Five Ways We’re Saving Thousands by Planning Ahead

There’s a quiet truth in homebuilding: the cheapest decision is almost always the one you make early.
Not because early choices are easy—but because late changes are expensive. Framing gets redone. Trades get delayed. Small tweaks ripple into big invoices. We’re not eliminating costs. We’re shifting them—trading reactive spending for intentional decisions. Here are five ways that discipline is paying off in real time.

1. We’re Designing for How We’ll Live Later, Not Just Now
Most homes are designed for a moment in time. Ours needs to work for decades. That means thinking beyond today’s convenience and into future friction:
- Wider, intuitive paths of travel
- Storage where it will matter later, not just where it fits today
- Layout decisions that reduce unnecessary steps
- Spaces that accomodate our extended family; grandkids or grandparents
None of this dramatically increases cost upfront. But retrofitting it later would. Hallways can't widen themselves and storage doesn’t magically appear. And reworking circulation after drywall is a losing game. Planning for longevity isn’t indulgent—it’s efficient.
2. We’re Building in Structural Decisions That Are Expensive to Add Later
Some features look small on paper but are anything but once construction is underway. We’re identifying those early and making them part of the structure, not upgrades:
- A bump-out to properly accommodate a full-size refrigerator
- A built-in shower shelf instead of a future add-on
- Pocket doors where they pay off big in terms of function
- An extra-deep 2-car garage built to fit three, including our 1991 Mazda Miata (Since we only drive this a few months of the year, we'll pop it on casters and slide it toward the back of one side.)
These are the kinds of decisions that disappear into the framing stage when planned—and explode into costly rework when added later. If it touches structure, assume it’s expensive to change. Decide early or pay later.

3. We’re Keeping the Footprint Simple (Almost a Rectangle)
Complex footprints look interesting on a plan. They also multiply cost in ways that aren’t obvious until bids come in. Every corner adds:
- Foundation complexity
- Framing labor
- Roofing transitions
- Potential for inefficiency and waste
We’re pushing toward a clean, simple shape—close to a rectangle. It may not be flashy, but it's efficient and you'll barely feel the difference inside. The result: fewer surprises, tighter construction, and money preserved for the details that really matter.

4. We’re Simplifying the Roofline
Rooflines are where design ambition quietly becomes budget pressure.

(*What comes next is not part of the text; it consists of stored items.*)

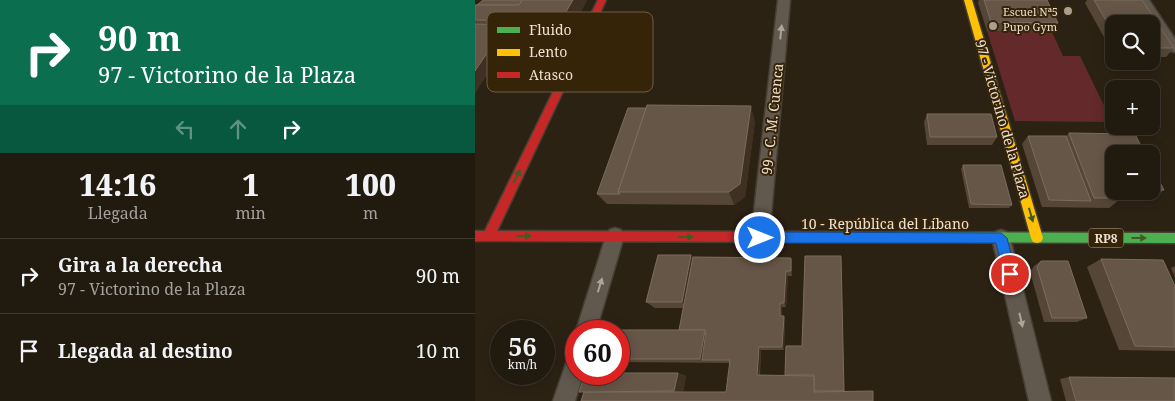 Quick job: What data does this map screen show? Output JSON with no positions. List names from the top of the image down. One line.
{"streets":{"street":["99 - C. M. Cuenca","97 - Victorino de la Plaza","10 - República del Líbano","RP8"]},"crossings":[["99 - C. M. Cuenca","10 - República del Líbano"],["97 - Victorino de la Plaza","10 - República del Líbano"]],"one_way":["99 - C. M. Cuenca","97 - Victorino de la Plaza","10 - República del Líbano"],"places":["Escuel Nª5","Pupo Gym"],"legend":["Fluido","Lento","Atasco"],"page":{"turn":["90 m","97 - Victorino de la Plaza"],"map_buttons":["+","−"],"eta":["14:16","Llegada","1","min","100","m"],"list":[{"name":"Gira a la derecha","note":"97 - Victorino de la Plaza","value":"90 m"},{"name":"Llegada al destino","value":"10 m"}],"speed":"56 km/h","limit":"60"}} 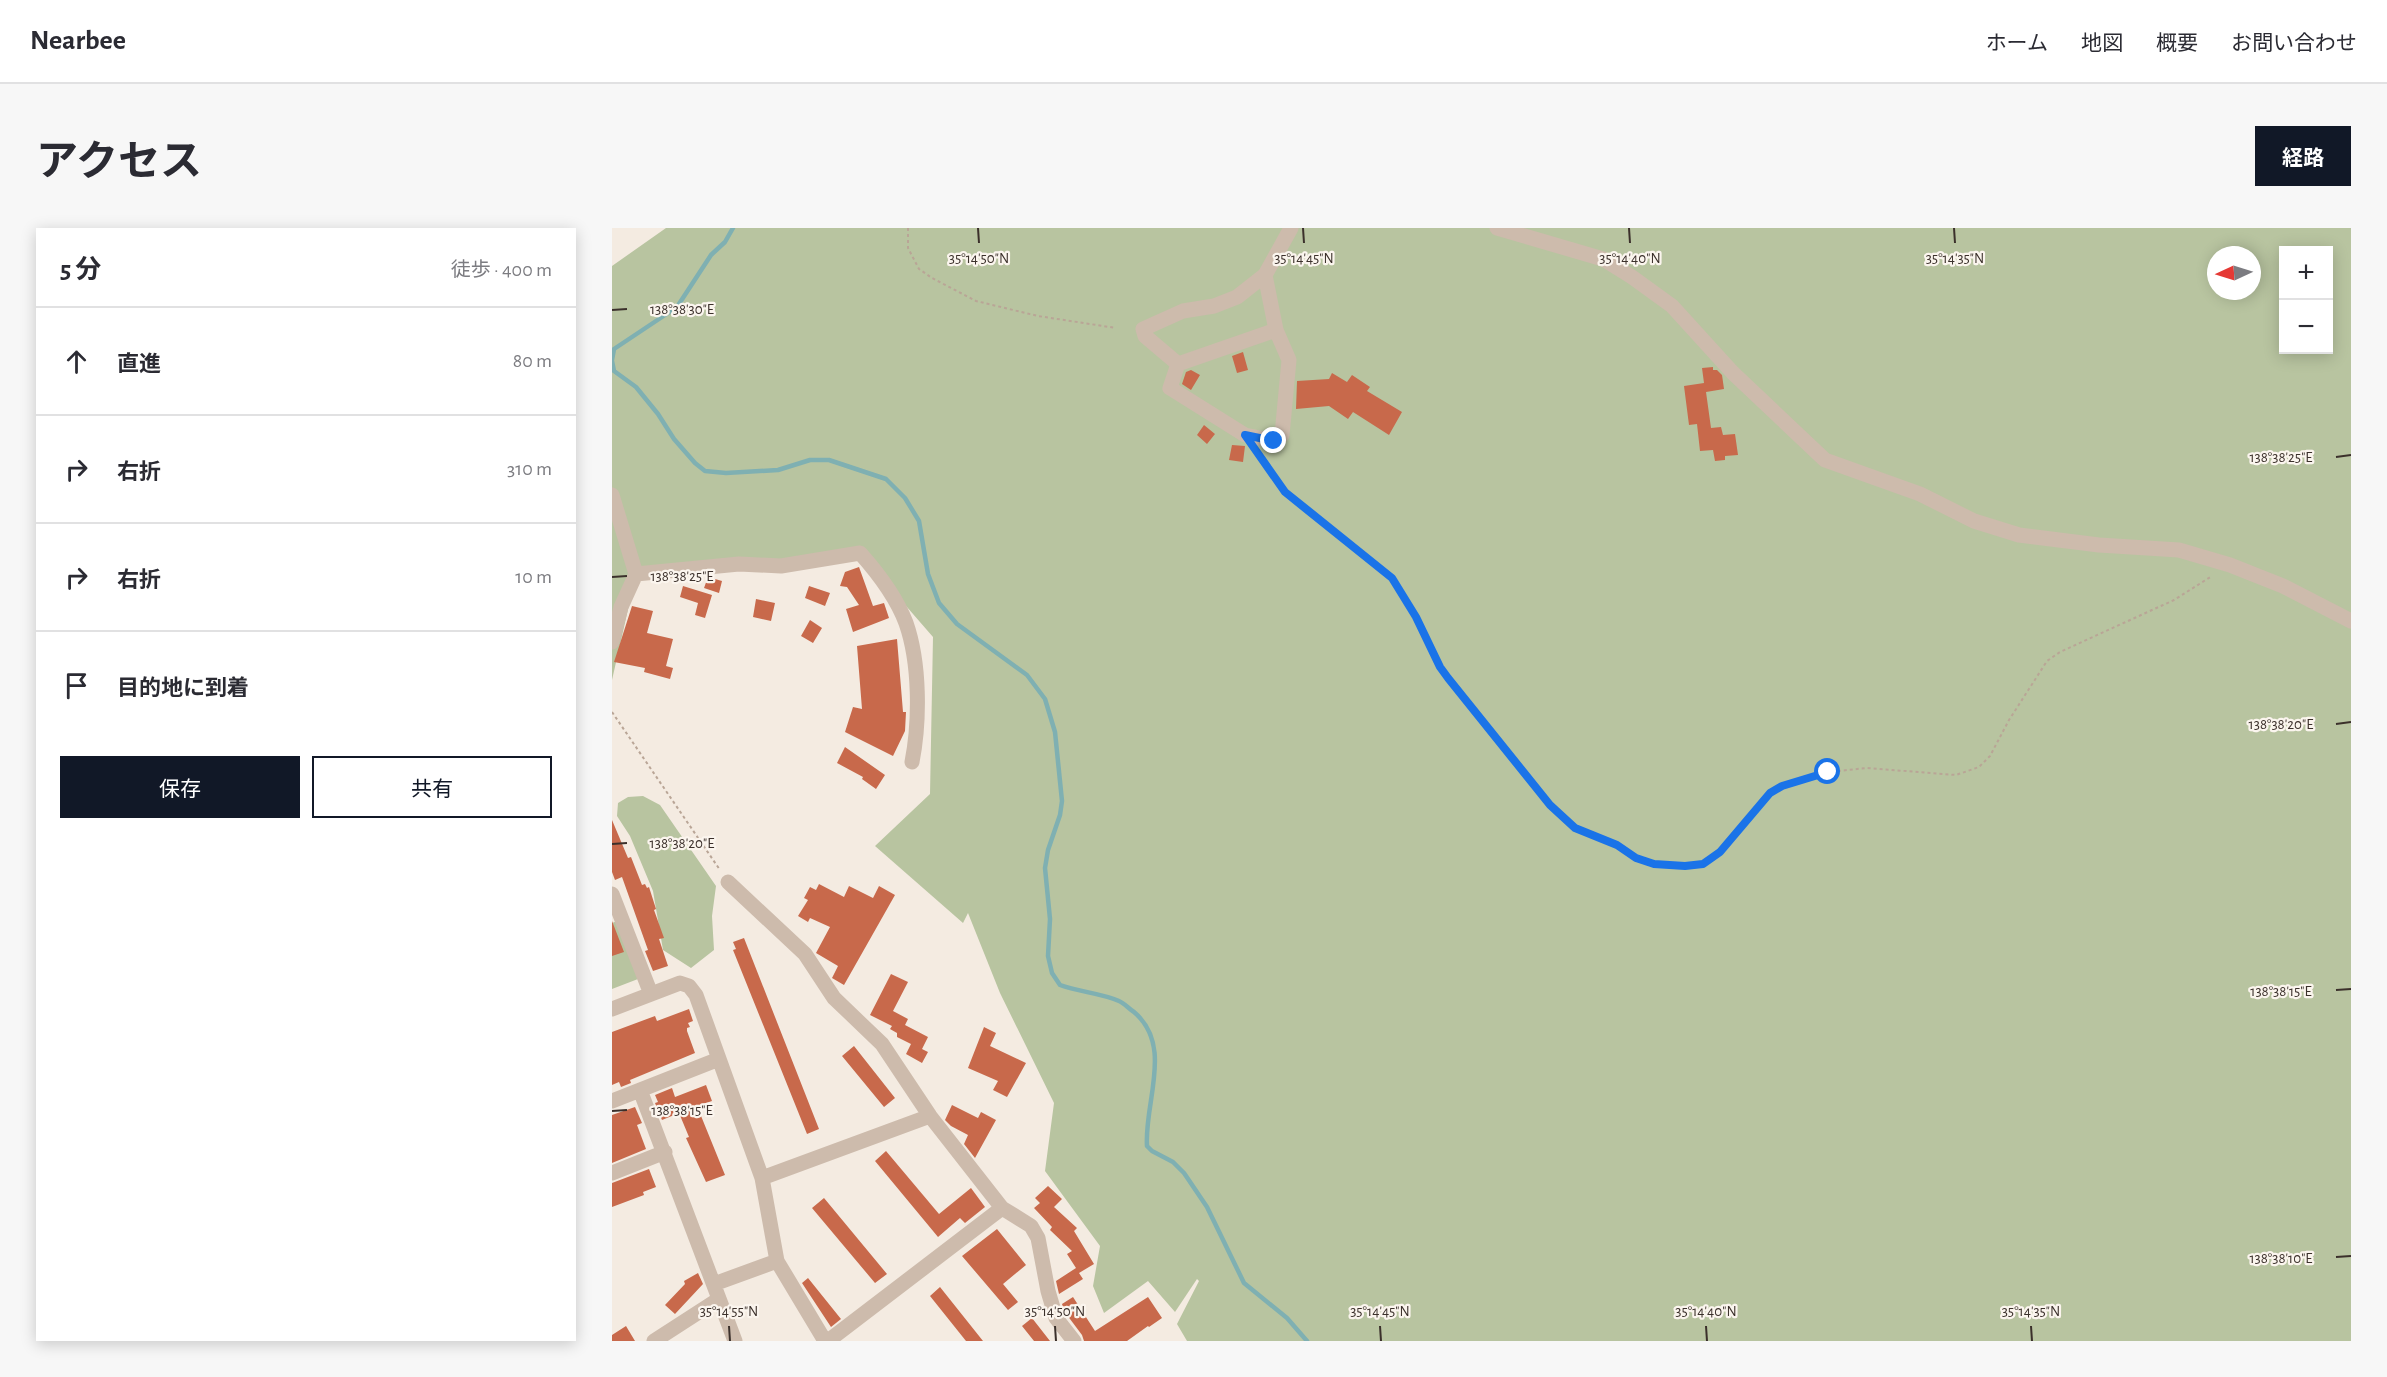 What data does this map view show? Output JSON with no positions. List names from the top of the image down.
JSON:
{
  "north": "left",
  "page": {
    "header": "Nearbee",
    "nav": [
      "ホーム",
      "地図",
      "概要",
      "お問い合わせ"
    ],
    "title": "アクセス",
    "buttons": [
      "経路",
      ["保存", "共有"]
    ],
    "heading": ["5 分", "徒歩 · 400 m"],
    "map_buttons": ["+", "−"],
    "list": [
      ["直進", "80 m"],
      ["右折", "310 m"],
      ["右折", "10 m"],
      "目的地に到着"
    ]
  },
  "coordinates": [
    "35°14'50\"N",
    "35°14'45\"N",
    "35°14'40\"N",
    "35°14'35\"N",
    "138°38'30\"E",
    "138°38'25\"E",
    "138°38'20\"E",
    "138°38'15\"E",
    "138°38'10\"E",
    "35°14'55\"N"
  ]
} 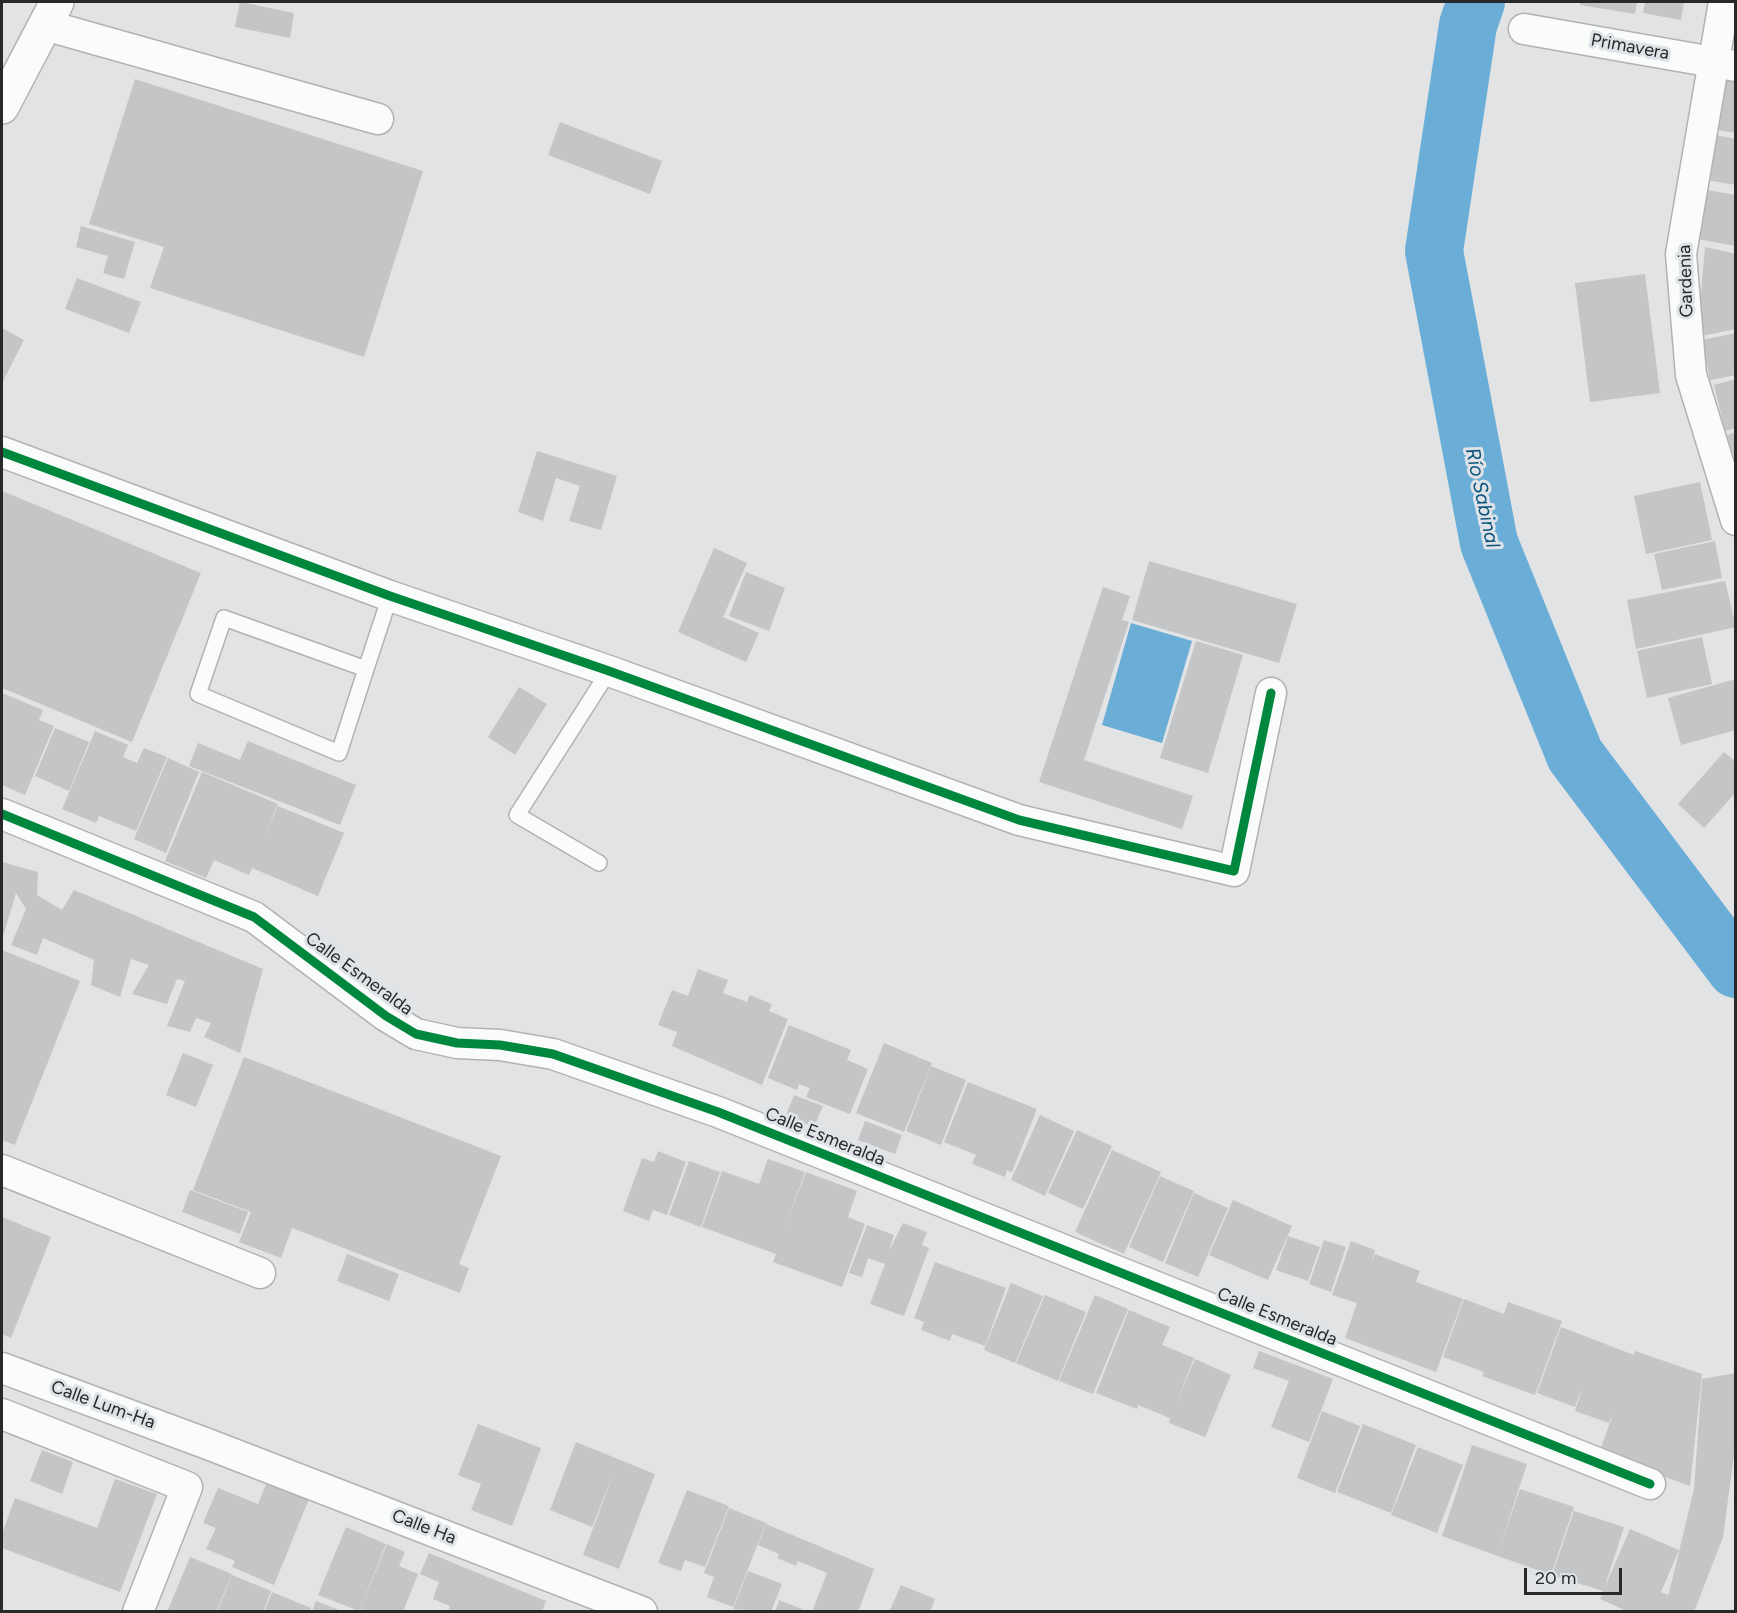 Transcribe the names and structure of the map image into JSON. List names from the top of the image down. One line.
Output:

Every pitch change, valley, and intersection:
- Increases labor
- Adds materials
- Creates more opportunities for future maintenance issues
We’re choosing restraint. A simpler roofline reduces cost upfront and lowers long-term risk. It also aligns with the overall design—clean, intentional, and not trying too hard.
Complexity is easy to draw. It’s expensive to build.
5. We’re Getting Clear on Non-Negotiables Before Pricing Starts
This is the lever that makes everything else work. Before numbers come in, we’re defining what matters most. Not a wish list—a short, firm set of priorities. Think natural stone, tons of casement windows, hardwood throughout, a big pantry and cook's kitchen. That clarity does two things:
- It protects what we value most
- It makes trade-offs fast and unemotional when costs surface
Without that, every decision becomes a debate. And debates during construction cost both time and money. Clarity isn’t just helpful. It’s a financial strategy.
The Through Line
None of these decisions make dramatic changes on their own. But together, they create something powerful: control. We’re avoiding redesigns, reducing complexity and as much as possible, making decisions once instead of twice. And that’s where the real savings live—not in cutting corners, but in removing chaos.
Plan early. Decide clearly. Build once.